WHAT YOU SHOULD DO: Select all lines in the records that include "halo".

SUPPLIED INFORMATION:
=== Begin Enclosure ===

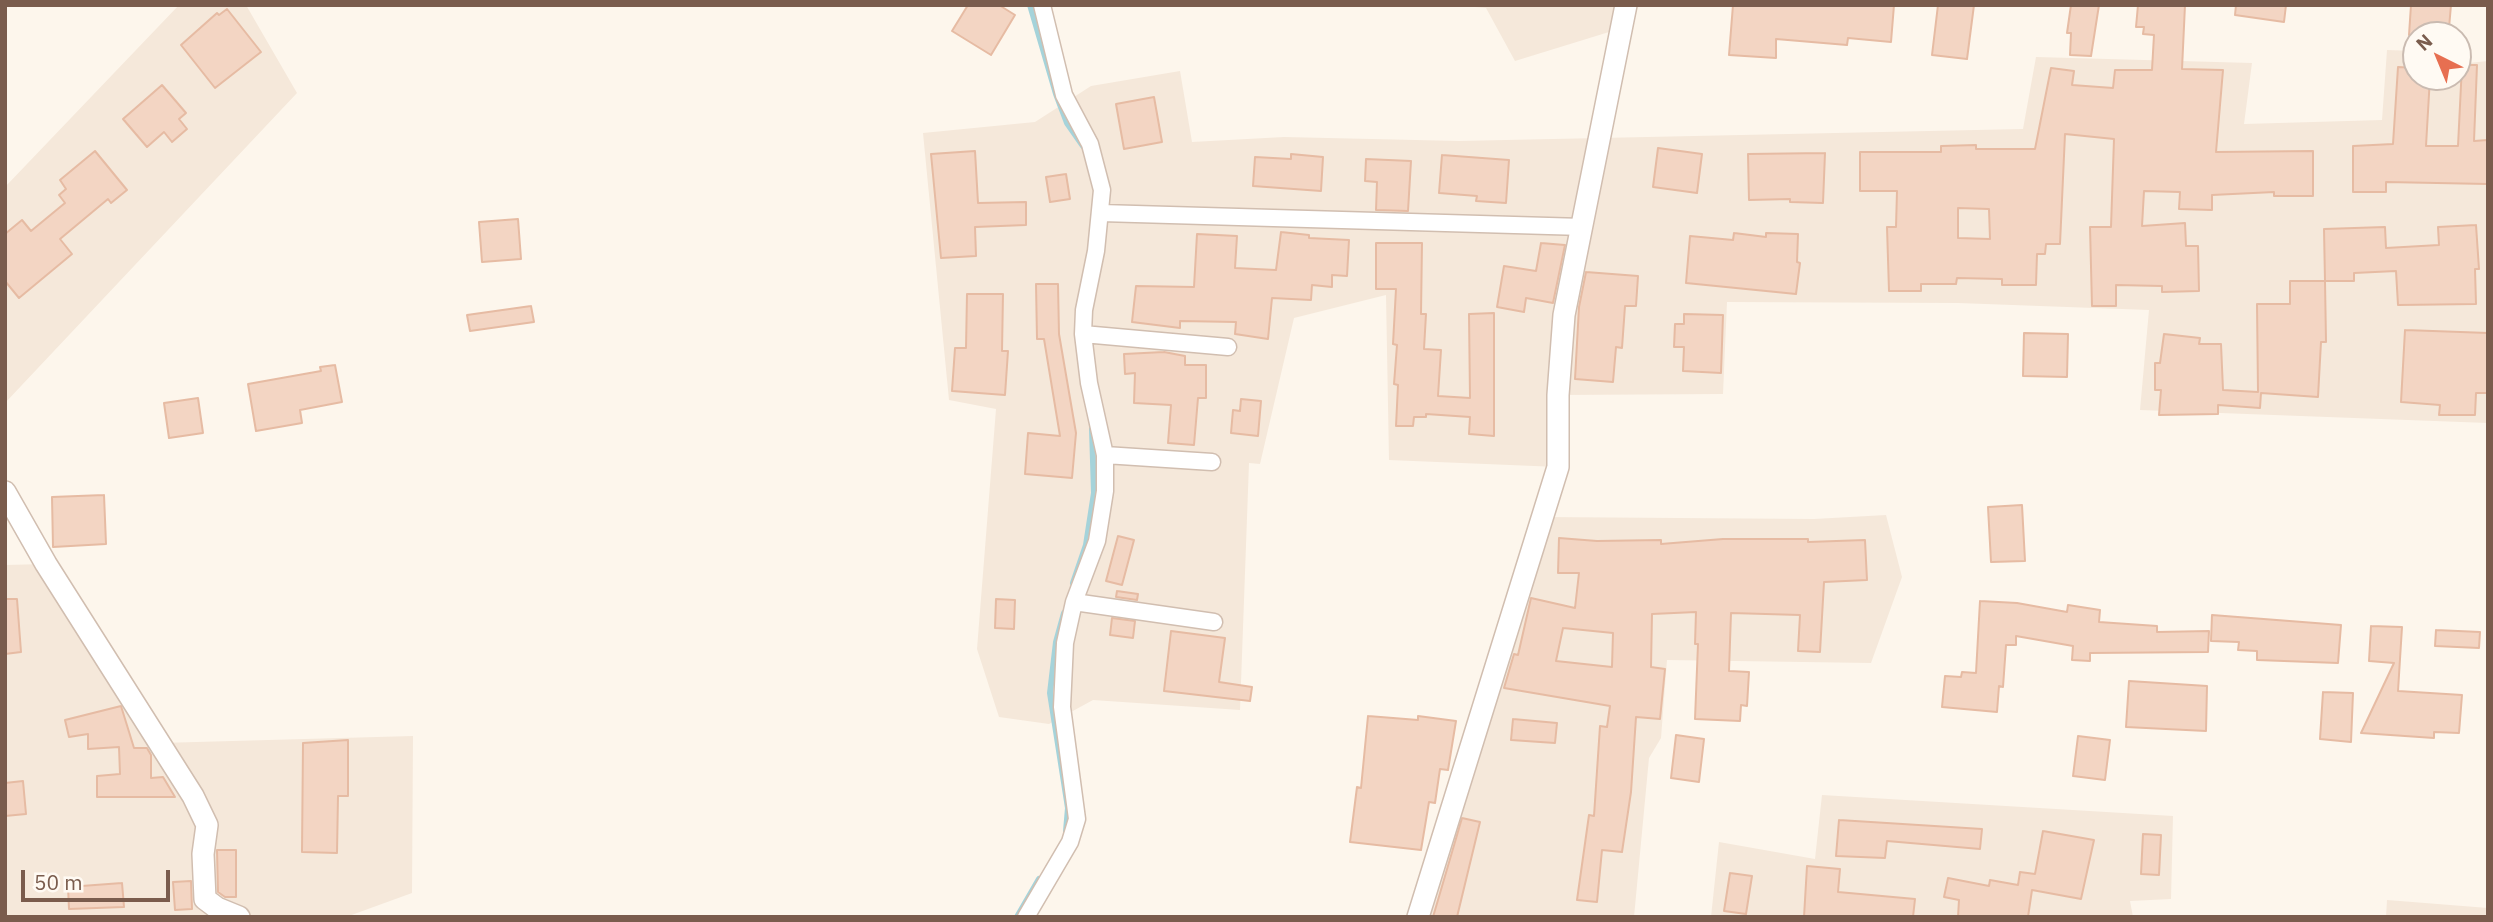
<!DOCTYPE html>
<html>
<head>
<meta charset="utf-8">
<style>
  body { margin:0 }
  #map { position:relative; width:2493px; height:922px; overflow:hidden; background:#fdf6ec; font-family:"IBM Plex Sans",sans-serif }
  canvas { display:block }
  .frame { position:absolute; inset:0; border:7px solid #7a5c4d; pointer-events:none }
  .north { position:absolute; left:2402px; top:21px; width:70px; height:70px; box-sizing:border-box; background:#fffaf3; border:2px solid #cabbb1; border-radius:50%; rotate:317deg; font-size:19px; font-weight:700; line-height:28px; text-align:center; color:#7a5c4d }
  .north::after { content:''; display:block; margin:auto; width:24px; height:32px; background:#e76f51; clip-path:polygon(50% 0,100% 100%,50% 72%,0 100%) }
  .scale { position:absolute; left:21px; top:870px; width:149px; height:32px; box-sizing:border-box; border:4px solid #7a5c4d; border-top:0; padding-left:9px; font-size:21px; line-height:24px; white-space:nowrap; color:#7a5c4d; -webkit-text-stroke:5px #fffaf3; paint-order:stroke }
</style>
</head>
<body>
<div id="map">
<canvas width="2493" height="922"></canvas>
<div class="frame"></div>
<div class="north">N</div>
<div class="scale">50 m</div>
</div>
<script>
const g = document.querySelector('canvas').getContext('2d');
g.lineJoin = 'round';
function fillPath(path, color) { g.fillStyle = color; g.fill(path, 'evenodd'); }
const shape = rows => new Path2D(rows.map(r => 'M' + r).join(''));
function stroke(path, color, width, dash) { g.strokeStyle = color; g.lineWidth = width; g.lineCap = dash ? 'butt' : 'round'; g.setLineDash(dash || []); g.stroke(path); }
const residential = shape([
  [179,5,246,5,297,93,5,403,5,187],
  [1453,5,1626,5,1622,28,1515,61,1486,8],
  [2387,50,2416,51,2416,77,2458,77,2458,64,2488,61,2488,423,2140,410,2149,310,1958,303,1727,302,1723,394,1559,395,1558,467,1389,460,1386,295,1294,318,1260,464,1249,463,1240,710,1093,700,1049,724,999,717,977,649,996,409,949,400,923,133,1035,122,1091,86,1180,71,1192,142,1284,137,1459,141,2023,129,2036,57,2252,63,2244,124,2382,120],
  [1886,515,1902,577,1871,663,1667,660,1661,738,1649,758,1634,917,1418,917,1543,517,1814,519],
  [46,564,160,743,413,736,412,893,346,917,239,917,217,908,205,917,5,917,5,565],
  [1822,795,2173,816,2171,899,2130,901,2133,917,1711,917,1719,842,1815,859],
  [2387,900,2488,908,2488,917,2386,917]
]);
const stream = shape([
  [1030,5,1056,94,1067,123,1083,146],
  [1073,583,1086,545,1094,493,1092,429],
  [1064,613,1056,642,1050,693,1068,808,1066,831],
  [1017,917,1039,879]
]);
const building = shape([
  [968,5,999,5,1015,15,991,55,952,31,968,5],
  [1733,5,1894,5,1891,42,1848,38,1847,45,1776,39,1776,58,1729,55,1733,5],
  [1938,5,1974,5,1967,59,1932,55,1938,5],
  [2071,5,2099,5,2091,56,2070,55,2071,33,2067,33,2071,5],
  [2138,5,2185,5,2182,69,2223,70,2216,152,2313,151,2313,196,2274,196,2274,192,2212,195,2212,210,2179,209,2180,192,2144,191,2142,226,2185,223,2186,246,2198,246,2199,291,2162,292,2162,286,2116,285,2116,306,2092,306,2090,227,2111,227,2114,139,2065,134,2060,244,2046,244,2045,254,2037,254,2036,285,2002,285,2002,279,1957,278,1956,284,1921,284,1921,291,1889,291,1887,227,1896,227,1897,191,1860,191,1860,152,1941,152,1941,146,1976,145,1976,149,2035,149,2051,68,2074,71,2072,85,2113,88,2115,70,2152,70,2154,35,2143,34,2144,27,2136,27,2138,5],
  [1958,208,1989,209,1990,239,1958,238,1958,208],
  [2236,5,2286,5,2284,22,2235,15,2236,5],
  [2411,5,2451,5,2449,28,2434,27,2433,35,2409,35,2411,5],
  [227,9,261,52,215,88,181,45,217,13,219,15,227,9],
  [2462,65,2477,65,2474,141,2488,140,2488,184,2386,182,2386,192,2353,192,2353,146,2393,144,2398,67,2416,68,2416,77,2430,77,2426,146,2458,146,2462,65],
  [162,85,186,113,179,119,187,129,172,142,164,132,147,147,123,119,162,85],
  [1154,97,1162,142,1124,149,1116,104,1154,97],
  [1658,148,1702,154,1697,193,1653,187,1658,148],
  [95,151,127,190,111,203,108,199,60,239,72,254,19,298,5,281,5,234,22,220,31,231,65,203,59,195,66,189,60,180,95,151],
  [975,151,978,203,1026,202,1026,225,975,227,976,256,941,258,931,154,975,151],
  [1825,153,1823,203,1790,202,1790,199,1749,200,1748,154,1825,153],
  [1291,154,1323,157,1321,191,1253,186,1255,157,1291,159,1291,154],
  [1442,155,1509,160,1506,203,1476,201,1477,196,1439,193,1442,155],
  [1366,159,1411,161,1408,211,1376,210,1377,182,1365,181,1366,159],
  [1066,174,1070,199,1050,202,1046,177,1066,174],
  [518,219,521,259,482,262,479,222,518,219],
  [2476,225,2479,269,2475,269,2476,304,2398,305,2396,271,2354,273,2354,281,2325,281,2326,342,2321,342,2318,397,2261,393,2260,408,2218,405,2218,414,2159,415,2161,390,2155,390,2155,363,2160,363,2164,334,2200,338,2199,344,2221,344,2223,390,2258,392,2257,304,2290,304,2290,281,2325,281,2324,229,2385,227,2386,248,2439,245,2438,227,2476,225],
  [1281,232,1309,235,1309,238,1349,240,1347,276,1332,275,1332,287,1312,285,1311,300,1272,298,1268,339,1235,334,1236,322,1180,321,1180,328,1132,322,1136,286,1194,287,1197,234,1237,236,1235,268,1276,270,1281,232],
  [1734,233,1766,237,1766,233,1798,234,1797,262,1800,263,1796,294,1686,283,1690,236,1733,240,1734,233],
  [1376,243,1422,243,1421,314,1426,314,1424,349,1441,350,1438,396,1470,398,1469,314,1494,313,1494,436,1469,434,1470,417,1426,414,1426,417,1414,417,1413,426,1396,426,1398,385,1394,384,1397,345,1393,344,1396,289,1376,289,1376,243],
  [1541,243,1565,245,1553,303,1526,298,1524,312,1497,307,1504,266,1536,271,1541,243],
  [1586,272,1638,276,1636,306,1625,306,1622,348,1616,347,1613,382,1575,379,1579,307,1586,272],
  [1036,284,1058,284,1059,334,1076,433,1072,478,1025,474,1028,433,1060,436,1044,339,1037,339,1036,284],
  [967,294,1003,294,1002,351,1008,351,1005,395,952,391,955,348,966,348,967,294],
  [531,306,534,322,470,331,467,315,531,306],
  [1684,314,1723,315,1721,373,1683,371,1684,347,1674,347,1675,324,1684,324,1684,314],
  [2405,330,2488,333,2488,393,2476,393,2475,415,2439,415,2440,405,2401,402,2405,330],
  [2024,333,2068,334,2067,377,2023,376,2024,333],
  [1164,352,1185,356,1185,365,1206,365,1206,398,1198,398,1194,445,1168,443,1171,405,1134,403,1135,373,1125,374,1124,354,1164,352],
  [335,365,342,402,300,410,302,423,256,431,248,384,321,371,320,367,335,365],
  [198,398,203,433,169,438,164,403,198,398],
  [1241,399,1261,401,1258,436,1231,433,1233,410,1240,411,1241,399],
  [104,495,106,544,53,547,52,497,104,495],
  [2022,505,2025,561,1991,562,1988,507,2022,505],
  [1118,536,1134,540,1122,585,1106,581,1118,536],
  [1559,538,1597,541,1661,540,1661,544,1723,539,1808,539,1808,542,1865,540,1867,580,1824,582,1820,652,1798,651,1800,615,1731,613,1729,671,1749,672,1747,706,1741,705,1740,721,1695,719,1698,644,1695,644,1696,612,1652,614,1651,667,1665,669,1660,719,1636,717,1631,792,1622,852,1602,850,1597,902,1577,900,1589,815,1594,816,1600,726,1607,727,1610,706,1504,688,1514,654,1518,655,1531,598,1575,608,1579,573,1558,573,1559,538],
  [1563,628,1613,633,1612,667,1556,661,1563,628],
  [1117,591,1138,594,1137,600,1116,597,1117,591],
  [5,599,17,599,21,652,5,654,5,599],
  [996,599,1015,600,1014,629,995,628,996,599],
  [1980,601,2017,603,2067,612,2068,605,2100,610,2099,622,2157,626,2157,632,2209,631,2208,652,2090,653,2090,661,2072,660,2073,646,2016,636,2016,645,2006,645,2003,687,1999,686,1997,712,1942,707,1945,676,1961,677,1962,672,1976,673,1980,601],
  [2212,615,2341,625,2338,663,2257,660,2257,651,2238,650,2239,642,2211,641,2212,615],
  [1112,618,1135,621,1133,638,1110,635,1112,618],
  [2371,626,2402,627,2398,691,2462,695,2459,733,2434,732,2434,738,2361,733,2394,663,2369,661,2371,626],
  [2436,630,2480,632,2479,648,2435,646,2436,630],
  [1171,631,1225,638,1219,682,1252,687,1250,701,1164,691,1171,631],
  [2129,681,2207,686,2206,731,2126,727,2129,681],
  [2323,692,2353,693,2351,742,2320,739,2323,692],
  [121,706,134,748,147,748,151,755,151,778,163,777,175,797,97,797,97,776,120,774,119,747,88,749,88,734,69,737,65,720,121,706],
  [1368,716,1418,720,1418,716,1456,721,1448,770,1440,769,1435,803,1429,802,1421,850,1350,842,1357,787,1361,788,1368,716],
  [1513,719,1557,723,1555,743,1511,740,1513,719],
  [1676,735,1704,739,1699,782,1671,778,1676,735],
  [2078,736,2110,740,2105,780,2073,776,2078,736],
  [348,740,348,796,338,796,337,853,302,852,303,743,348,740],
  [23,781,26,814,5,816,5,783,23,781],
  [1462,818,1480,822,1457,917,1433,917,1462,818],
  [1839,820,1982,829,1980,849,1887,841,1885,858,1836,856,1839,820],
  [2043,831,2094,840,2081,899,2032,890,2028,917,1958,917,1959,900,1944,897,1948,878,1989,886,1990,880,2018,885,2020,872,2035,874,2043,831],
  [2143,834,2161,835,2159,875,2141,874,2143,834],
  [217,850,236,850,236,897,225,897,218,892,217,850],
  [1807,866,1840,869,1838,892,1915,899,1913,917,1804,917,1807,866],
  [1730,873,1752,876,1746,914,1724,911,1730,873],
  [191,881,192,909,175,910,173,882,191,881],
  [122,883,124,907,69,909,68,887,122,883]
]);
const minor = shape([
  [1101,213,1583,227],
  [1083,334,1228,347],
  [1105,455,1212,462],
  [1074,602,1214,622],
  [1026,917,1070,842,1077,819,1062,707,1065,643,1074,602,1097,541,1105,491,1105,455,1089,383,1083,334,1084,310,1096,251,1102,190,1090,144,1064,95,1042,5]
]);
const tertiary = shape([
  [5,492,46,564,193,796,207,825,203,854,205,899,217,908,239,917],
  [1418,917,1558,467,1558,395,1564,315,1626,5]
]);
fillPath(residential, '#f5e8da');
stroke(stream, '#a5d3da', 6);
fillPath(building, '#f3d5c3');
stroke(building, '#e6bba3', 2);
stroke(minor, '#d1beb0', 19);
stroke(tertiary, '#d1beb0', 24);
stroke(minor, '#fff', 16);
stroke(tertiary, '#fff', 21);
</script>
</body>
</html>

=== End Enclosure ===
=== Begin Enclosure ===

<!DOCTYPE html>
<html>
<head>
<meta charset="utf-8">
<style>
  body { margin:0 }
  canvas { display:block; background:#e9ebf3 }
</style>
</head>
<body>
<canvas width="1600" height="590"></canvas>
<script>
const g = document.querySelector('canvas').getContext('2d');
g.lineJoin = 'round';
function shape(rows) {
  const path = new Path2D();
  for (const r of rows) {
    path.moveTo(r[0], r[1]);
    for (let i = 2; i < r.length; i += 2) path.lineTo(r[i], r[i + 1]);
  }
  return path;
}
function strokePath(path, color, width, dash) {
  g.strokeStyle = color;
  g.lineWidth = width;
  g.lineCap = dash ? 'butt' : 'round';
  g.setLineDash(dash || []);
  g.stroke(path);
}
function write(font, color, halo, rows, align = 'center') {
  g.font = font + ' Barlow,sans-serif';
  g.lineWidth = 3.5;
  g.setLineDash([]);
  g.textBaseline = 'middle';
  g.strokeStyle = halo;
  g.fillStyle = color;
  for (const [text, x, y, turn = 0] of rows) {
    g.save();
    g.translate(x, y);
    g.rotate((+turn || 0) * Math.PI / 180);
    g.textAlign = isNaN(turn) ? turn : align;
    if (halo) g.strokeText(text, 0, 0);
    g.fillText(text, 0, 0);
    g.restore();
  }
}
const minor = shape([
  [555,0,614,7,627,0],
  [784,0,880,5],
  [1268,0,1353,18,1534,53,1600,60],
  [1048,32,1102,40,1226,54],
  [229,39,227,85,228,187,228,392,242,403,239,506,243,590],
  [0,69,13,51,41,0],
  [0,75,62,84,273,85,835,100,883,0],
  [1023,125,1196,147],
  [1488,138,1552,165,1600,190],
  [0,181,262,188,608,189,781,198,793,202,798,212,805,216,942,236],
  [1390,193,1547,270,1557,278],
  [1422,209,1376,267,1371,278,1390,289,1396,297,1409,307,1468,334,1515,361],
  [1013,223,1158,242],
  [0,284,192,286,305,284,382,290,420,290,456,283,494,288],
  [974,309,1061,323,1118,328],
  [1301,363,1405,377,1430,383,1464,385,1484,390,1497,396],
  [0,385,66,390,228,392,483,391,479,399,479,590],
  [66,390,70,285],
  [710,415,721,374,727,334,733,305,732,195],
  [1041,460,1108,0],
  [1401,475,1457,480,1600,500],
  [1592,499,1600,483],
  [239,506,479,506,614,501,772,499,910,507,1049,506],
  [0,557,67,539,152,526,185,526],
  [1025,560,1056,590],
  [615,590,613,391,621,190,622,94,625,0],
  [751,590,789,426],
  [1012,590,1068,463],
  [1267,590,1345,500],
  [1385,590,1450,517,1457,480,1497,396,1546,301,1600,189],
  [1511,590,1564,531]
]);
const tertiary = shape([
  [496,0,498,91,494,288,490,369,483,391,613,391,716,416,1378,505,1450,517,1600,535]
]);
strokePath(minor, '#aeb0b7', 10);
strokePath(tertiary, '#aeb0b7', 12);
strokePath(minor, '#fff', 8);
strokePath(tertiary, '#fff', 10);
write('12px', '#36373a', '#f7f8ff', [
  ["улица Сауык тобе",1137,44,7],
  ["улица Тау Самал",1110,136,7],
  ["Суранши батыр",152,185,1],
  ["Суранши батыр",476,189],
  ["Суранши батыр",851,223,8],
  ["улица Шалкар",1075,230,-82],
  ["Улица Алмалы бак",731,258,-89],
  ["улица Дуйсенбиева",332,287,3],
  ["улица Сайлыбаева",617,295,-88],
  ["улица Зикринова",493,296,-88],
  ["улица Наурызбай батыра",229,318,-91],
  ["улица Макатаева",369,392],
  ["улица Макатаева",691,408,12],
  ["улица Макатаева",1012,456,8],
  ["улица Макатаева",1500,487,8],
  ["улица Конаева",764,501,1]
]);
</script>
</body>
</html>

=== End Enclosure ===

RESULT OF THE TASK:
function write(font, color, halo, rows, align = 'center') {
  g.strokeStyle = halo;
    if (halo) g.strokeText(text, 0, 0);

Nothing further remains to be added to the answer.